Sir John Templeton coined the phrase, “Bull markets are born on pessimism, grow on skepticism, mature on optimism and die on euphoria.” In 2015, we expected investors to transition from “skepticism” to “optimism” as we experienced (1) solid momentum in U.S. economic growth with low inflation, (2) a pickup in consumer spending based on job growth, confidence and a positive wealth effect, (3) solid earnings growth, (4) stimulus from low commodity prices and financing costs and (5) a still-good liquidity environment aided by stimulus from non-U.S. central banks. Our expectations were mostly on track, as reflected in the predictions we made at the beginning of the year:
1. U.S. GDP grows 3% for the first time since 2005.
Growth averaged 2.2% over the first three quarters, slightly less than what we expected. We believe growth could accelerate modestly next year.
2. Core inflation remains contained, but wage growth begins to increase.

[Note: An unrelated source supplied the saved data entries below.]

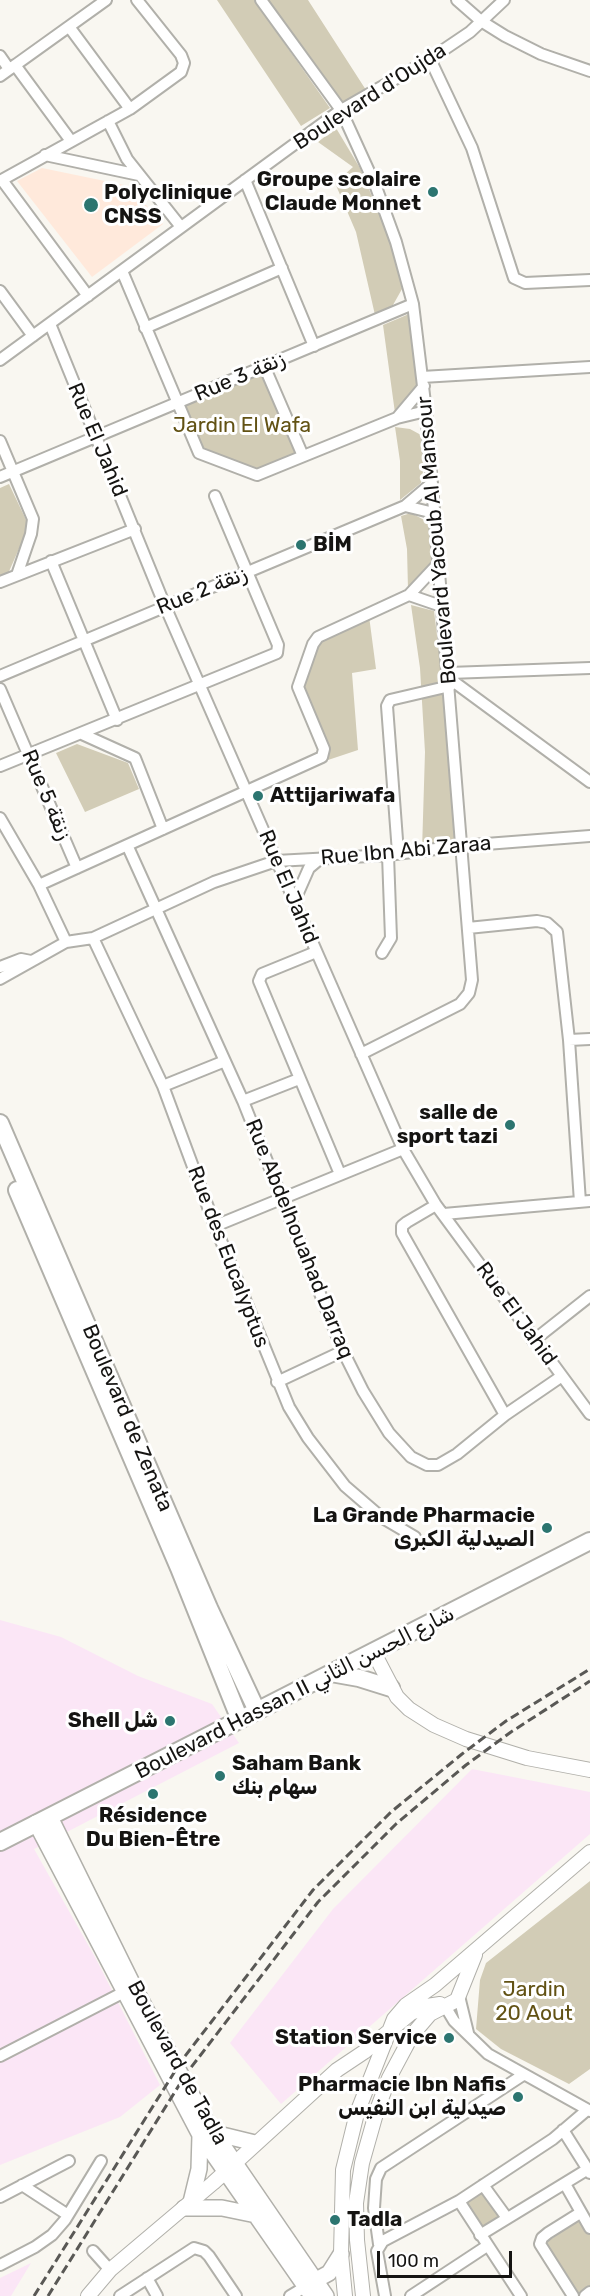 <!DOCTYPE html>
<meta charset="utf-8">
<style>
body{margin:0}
#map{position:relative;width:590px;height:2296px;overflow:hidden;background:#f9f7f1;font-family:Rubik,sans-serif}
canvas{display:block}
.scale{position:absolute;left:377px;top:2251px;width:135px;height:27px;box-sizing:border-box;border:3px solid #151412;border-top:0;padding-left:8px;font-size:18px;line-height:21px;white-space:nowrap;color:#151412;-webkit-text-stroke:4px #fff;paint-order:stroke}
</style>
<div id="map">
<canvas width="590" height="2296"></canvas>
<div class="scale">100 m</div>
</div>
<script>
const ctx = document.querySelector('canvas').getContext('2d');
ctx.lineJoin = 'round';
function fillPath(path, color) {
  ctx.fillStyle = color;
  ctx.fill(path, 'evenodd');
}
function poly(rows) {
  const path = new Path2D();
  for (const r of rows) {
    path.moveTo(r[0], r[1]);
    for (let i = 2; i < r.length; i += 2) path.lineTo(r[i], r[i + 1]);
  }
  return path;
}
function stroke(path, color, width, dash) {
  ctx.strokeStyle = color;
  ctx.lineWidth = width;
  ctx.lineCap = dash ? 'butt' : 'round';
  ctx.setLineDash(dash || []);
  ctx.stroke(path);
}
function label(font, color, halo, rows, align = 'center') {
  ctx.font = font + ' Rubik,Cairo,sans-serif';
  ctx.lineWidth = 6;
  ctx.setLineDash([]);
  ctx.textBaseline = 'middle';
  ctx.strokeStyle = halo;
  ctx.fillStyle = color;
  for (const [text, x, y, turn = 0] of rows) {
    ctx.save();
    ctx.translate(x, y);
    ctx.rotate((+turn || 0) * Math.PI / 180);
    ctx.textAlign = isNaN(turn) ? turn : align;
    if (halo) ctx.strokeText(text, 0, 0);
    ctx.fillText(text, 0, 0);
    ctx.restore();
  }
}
const industrial = poly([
 [0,1620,61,1637,138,1676,212,1704,239,1743,34,1849,96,1959,160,2085,120,2117,0,2165],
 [472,1769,590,1792,590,1834,281,2104,230,2043,333,1909],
 [31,2263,11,2296,0,2296,0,2278]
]);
const medical = poly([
 [42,168,129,186,163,224,92,277,17,181]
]);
const green = poly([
 [217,0,254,0,330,108,301,126],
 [264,0,308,0,366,90,339,106],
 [336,128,360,168,398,258,402,289,393,305,375,315,356,232,335,183,353,167,318,142],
 [409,314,417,385,395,413,383,325],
 [265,368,303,456,249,475,197,458,178,403],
 [395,427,410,429,421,435,424,466,421,483,400,500,400,461],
 [9,484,29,526,7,576,0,579,0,488],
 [411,513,430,523,433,562,408,589,407,549,401,516],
 [411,605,434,611,443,684,455,844,422,850,425,752,420,668],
 [369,616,376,669,352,673,358,750,325,761,298,693,320,630],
 [77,744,128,763,139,789,85,812,56,753],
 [590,1881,590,2069,569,2084,501,2049,476,2029,480,1980,486,1963],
 [483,2185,504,2219,480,2238,457,2202],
 [581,2218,590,2232,590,2295,569,2296,537,2249]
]);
const minor = poly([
 [261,0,341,110,376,187,396,242,413,304,426,411,472,980,469,993,460,1004,361,1054],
 [457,0,481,21,505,36,541,54,590,71],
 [70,28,130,109],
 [0,56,9,69],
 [430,59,472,148,514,278,525,283,590,280],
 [15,65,71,141],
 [0,76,106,0],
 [108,121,127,159,181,227],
 [45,155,139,175],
 [2,180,88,296],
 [245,180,314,346],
 [0,181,130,109,181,72,184,63,181,55,137,0],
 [122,271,199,453,257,475,397,418,426,411],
 [0,291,33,336],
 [50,324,165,606,403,1149,436,1205,590,1414],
 [145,328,282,268],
 [0,360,341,110,430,59,470,32,504,0],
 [265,368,303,456],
 [422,377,590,367],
 [397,418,424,386],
 [0,441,33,519,31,534,17,575],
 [0,477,413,304],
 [405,506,434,513],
 [51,561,117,720],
 [438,564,409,595,441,606],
 [0,582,135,529],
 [449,673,590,668],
 [0,676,405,506,432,483],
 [450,679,590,782],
 [0,689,77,868],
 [82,734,135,758,163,829],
 [0,766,277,653,278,645,215,496],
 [0,818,39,885,66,942,93,938,214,882,276,861,388,855,460,846,590,836],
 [128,847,243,1101,343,1351,363,1391,389,1433,411,1457,427,1465,438,1465,457,1454,505,1415,562,1376],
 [398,853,387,706,390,700,450,686],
 [39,885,322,757,324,749,298,687,313,644,318,637,409,595],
 [294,902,309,868,321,858],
 [468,928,537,921,547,923,557,932,569,1040,580,1202],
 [93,938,163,1086,215,1226,289,1407,308,1438,345,1486,381,1517,415,1537],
 [316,952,262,974,259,981,340,1174],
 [382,953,391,938,388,855],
 [0,967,21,959,31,961],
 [0,979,66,942],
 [569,1040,590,1039],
 [163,1086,225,1061],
 [243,1101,299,1079],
 [436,1205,407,1222,402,1226,402,1233,505,1415],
 [444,1214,590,1201],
 [215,1226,403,1149],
 [533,1341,590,1296],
 [277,1382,343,1351],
 [459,1996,468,2033],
 [445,2006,454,2021,488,2054,590,2111],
 [0,2056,130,1989],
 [563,2130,590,2173],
 [565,2184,590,2228],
 [22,2185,68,2215],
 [483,2185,507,2218],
 [0,2197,69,2161],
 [459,2201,521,2296],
 [480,2235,588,2169],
 [379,2244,374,2208,376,2179,381,2168,523,2075],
 [93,2251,110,2270],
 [0,2265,35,2247,52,2235,65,2220,101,2161],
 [147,2278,157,2296],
 [120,2296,194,2248,204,2251,209,2256,236,2296],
 [290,2296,305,2287],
 [385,2296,377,2251,383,2241,459,2201,553,2139,587,2110],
 [411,2296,487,2246],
 [573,2296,540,2244,542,2238,548,2233,580,2213],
 [585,2296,590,2292]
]);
const tertiary = poly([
 [373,1651,397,1697,409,1709,434,1725,466,1739,527,1758,590,1770],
 [88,2296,110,2270,213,2183,337,2070,364,2052,411,2013,427,2006,440,2004],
 [345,2296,341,2254,343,2170,357,2113,394,2019,406,2005,435,1985,590,1852],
 [363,2296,357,2240,356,2203,362,2163,377,2110,389,2078,412,2035,430,2014,457,2000,475,1955]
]);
const secondary = poly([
 [50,1817,134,1987,204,2118,326,2296],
 [36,1823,200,2135,312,2296],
 [214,2133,255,2143],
 [191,2202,199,2169,200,2135],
 [184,2208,222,2208,256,2215],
 [307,2285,329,2273,341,2254]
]);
const primary = poly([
 [0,1123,209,1608,257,1711],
 [17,1190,179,1568,240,1720],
 [331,1673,359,1678,391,1688],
 [0,1842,590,1541]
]);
const rail = poly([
 [34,2296,182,2060,313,1890,391,1812,462,1754,506,1721,590,1669],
 [48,2296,186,2074,318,1902,396,1824,466,1765,511,1732,590,1681]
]);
const markers = [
 [433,192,6,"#2c7570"],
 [91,205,8,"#2c7570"],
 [301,545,6,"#2c7570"],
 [258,796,6,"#2c7570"],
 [510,1125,6,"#2c7570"],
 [547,1528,6,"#2c7570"],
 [170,1721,6,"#2c7570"],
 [220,1776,6,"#2c7570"],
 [153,1794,6,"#2c7570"],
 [449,2038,6,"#2c7570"],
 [518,2097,6,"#2c7570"],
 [335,2220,6,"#2c7570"]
];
const streetNames = [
 ["Boulevard d'Oujda",370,97,-33],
 ["Rue 3 زنقة",240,377,-23],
 ["Rue El Jahid",97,440,67],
 ["Boulevard Yacoub Al Mansour",437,540,-95],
 ["Rue 2 زنقة",202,591,-22],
 ["Rue 5 زنقة",46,795,67],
 ["Rue Ibn Abi Zaraa",406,851,-5],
 ["Rue El Jahid",288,887,67],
 ["Rue Abdelhouahad Darraq",299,1239,68],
 ["Rue des Eucalyptus",228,1257,69],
 ["Rue El Jahid",516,1314,54],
 ["Boulevard de Zenata",127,1418,67],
 ["Boulevard Hassan II شارع الحسن الثاني",295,1693,-27],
 ["Boulevard de Tadla",177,2063,61]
];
const poiNames = [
 ["Groupe scolaire",421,180],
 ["Claude Monnet",421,204],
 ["Polyclinique",104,193,"left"],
 ["CNSS",104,217,"left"],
 ["BİM",313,545,"left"],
 ["Attijariwafa",270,796,"left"],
 ["salle de",498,1113],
 ["sport tazi",498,1137],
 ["La Grande Pharmacie",535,1516],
 ["الصيدلية الكبرى",535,1540],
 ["Shell شل",158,1721],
 ["Saham Bank",232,1764,"left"],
 ["سهام بنك",232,1788,"left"],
 ["Résidence",153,1816,"center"],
 ["Du Bien-Être",153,1840,"center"],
 ["Station Service",437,2038],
 ["Pharmacie Ibn Nafis",506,2085],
 ["صيدلية ابن النفيس",506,2109],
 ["Tadla",347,2220,"left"]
];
const parkNames = [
 ["Jardin El Wafa",242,426],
 ["Jardin",534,1990],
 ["20 Aout",534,2014]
];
fillPath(industrial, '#fbe6f6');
fillPath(medical, '#ffe9db');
fillPath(green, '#d2ccb6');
stroke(minor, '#b1b0aa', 14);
stroke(tertiary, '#b1b0aa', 16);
stroke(secondary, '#b1b0aa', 18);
stroke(primary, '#b1b0aa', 20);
stroke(minor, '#fff', 10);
stroke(tertiary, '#fff', 14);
stroke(secondary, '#fff', 15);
stroke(primary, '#fff', 16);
stroke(rail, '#595855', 3, [9, 4.5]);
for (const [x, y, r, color] of markers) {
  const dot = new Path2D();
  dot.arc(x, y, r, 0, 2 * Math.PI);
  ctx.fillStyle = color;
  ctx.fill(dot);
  stroke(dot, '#fff', 2);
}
label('21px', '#151412', '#fff', streetNames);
label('bold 21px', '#151412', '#fff', poiNames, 'right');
label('21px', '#625214', '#fff', parkNames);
</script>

Falling energy prices kept inflation levels low this year, but we have been seeing indications that inflation may start to creep higher. The latest reading from November shows average hourly earnings rose 2.3% year-over-year.
3. The Federal Reserve raises interest rates, as short-term rates rise more than long-term rates.

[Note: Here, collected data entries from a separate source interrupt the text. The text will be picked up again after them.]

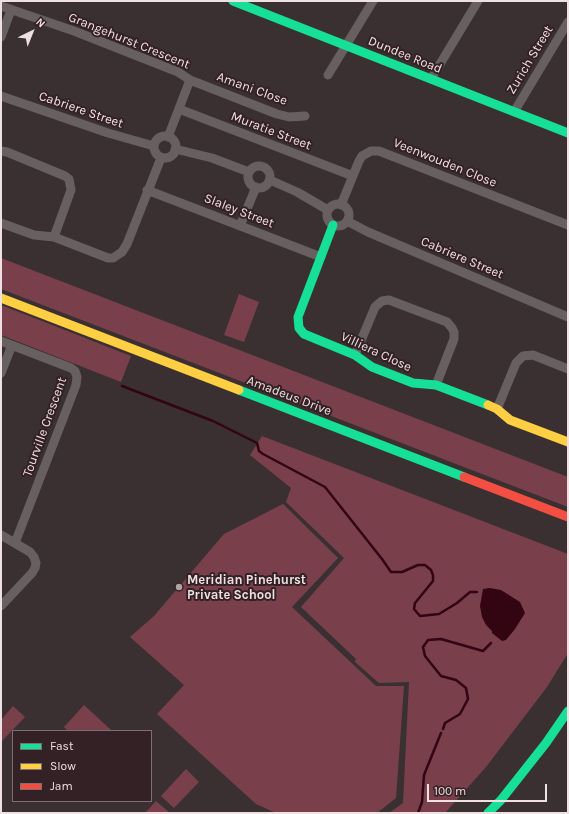 <!DOCTYPE html>
<html>
<head>
<meta charset="utf-8">
<style>
  body { margin:0 }
  #map { position:relative; width:569px; height:814px; overflow:hidden; background:#3a3032; font-family:Karla,sans-serif }
  canvas { display:block }
  .frame { position:absolute; inset:0; border:2px solid #efe1e3; pointer-events:none }
  .legend { position:absolute; left:12px; top:730px; width:140px; height:72px; box-sizing:border-box; background:#342125; border:1px solid #7f6e71; margin:0; padding:5px 7px; list-style:none; font-size:12px; color:#efe1e3 }
  .legend li { display:flex; align-items:center; gap:8px; height:20px }
  .legend b { width:20px; border:1px solid #7f6e71 }
  .north { position:absolute; left:12px; top:12px; width:40px; height:40px; -webkit-text-stroke:3px #342125; paint-order:stroke; rotate:43deg; font-size:11px; font-weight:700; line-height:16px; text-align:center; color:#efe1e3 }
  .north::after { content:''; display:block; margin:auto; width:14px; height:18px; background:#efe1e3; clip-path:polygon(50% 0,100% 100%,50% 72%,0 100%) }
  .scale { position:absolute; left:427px; top:784px; width:120px; height:18px; box-sizing:border-box; border:2px solid #efe1e3; border-top:0; padding-left:5px; font-size:12px; line-height:14px; white-space:nowrap; color:#efe1e3; -webkit-text-stroke:3px #342125; paint-order:stroke }
</style>
</head>
<body>
<div id="map">
<canvas width="569" height="814"></canvas>
<div class="frame"></div>
<ul class="legend">
<li><b style="height:5px;background:#16e098"></b>Fast</li>
<li><b style="height:5px;background:#ffcf43"></b>Slow</li>
<li><b style="height:5px;background:#f24e42"></b>Jam</li>
</ul>
<div class="north">N</div>
<div class="scale">100 m</div>
</div>
<script>
const ctx = document.querySelector('canvas').getContext('2d');
ctx.lineJoin = 'round';
function paint(path, color) { ctx.fillStyle = color; ctx.fill(path, 'evenodd'); }
const shape = rows => new Path2D(rows.map(r => 'M' + r).join(''));
function stroke(path, color, width, dash) { ctx.strokeStyle = color; ctx.lineWidth = width; ctx.lineCap = dash ? 'butt' : 'round'; ctx.setLineDash(dash || []); ctx.stroke(path); }
function drawText(font, color, halo, rows, align = 'center') {
  ctx.font = font + ' Karla,sans-serif'; ctx.lineWidth = 4; ctx.setLineDash([]); ctx.textBaseline = 'middle'; ctx.strokeStyle = halo; ctx.fillStyle = color; for (const [text, x, y, turn = 0] of rows) {
    ctx.save(); ctx.translate(x, y); ctx.rotate((+turn || 0) * Math.PI / 180); ctx.textAlign = isNaN(turn) ? turn : align; if (halo) ctx.strokeText(text, 0, 0); ctx.fillText(text, 0, 0); ctx.restore();
  }
}
const green = shape([
  [1,258,568,477,568,507,1,289],
  [239,294,259,302,244,342,224,335],
  [1,305,131,356,121,382,1,335],
  [262,436,568,554,568,653,547,687,486,767,445,813,389,813,403,803,409,682,379,683,355,662,356,659,301,607,344,558,286,502,291,488,250,455],
  [283,504,338,558,292,607,376,686,404,686,396,798,377,813,276,813,256,804,157,714,184,685,130,637,154,616,224,534],
  [84,705,111,730,111,731,68,731,64,727],
  [13,706,25,717,1,742,1,720],
  [186,769,199,782,174,808,161,796],
  [156,801,170,813,145,813]
]);
const water = shape([
  [490,588,501,590,520,602,525,613,515,629,506,640,502,641,492,633,492,631,486,625,482,617,480,606,483,589]
]);
const stream = shape([
  [122,386,213,421,257,443,259,451,263,454,325,487,382,559,391,572,402,572,418,565,425,565,431,570,433,575,433,581,415,603,414,609,420,616,439,614,457,603,470,592,477,592],
  [443,729,445,723,460,714,468,699,466,688,456,680,441,676,425,656,423,647,428,640,441,639,483,651,491,643],
  [418,813,422,802,424,775,441,733]
]);
const street = shape([
  [1,6,74,31,178,72,190,80,277,114,289,117,305,116],
  [1,37,11,10],
  [328,75,373,1],
  [431,79,478,1],
  [1,96,108,133,154,146],
  [179,109,353,176],
  [514,112,568,22],
  '154 147a11 11 0 1 1 22 0a11 11 0 1 1-22 0Z',
  [168,137,190,80],
  [175,149,212,158,249,172],
  [1,151,7,152,65,176,69,179,71,190,54,237],
  '248 177a11 11 0 1 1 22 0a11 11 0 1 1-22 0Z',
  [270,180,297,192,328,210],
  [147,190,321,257],
  '327 215a11 11 0 1 1 22 0a11 11 0 1 1-22 0Z',
  [341,205,359,161,362,156,371,151,379,151,568,225],
  [347,221,368,232,568,317],
  [1,223,34,235,54,237,108,258,113,258,122,252,127,244,161,158],
  [240,226,256,187],
  [1,341,71,368,75,371,77,377,76,385,15,543],
  [355,355,375,307,382,301,389,300,447,322,452,328,454,332,454,339,436,385],
  [1,373,12,345],
  [497,409,516,363,523,356,533,355,568,369],
  [1,535,30,552,34,557,36,563,35,568,32,573,1,606]
]);
const fast = shape([
  [233,1,568,133],
  [333,225,298,317,299,328,304,334,355,355,372,367,413,383,436,385,488,405],
  [239,390,464,477],
  [488,813,501,800,546,743,568,711]
]);
const slow = shape([
  [1,298,239,390],
  [488,405,497,409,510,420,568,442]
]);
const jam = shape([
  [464,477,568,517]
]);
const markers = [
  [179,587,4,"#b0a3a5"]
];
const streetNames = [
  ["Grangehurst Crescent",129,41,22],
  ["Dundee Road",405,55,22],
  ["Zurich Street",530,60,-59],
  ["Amani Close",252,89,20],
  ["Cabriere Street",81,110,19],
  ["Muratie Street",271,131,21],
  ["Veenwouden Close",445,163,22],
  ["Slaley Street",239,211,21],
  ["Cabriere Street",462,258,23],
  ["Villiera Close",376,352,25],
  ["Amadeus Drive",289,396,21],
  ["Tourville Crescent",45,427,-70]
];
const poiNames = [
  ["Meridian Pinehurst",187,580],
  ["Private School",187,595]
];
paint(green, '#79404c');
paint(water, '#330412');
stroke(stream, '#330412', 2.5);
stroke(street, '#685f61', 9);
stroke(fast, '#16e098', 9);
stroke(slow, '#ffcf43', 9);
stroke(jam, '#f24e42', 9);
for (const [x, y, r, color] of markers) { const dot = new Path2D(); dot.arc(x, y, r, 0, 2 * Math.PI); ctx.fillStyle = color; ctx.fill(dot); stroke(dot, '#342125', 1.5); }
drawText('13px', '#efe1e3', '#342125', streetNames);
drawText('bold 13px', '#efe1e3', '#342125', poiNames, 'left');
</script>
</body>
</html>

It took until the end of the year, but the Fed finally increased rates in December. The 10-year Treasury yield is close to unchanged for the year, while the yield on the 2-year rose from 0.66% to 0.95%.
4. The European Central Bank institutes a large-scale quantitative easing program.
The ECB launched its its massive easing program in January and expanded its bond purchases at the end of the year. The central bank is continuing to look for ways to promote growth in Europe.
5. The U.S. contributes more to global GDP growth than China for the first time since 2006.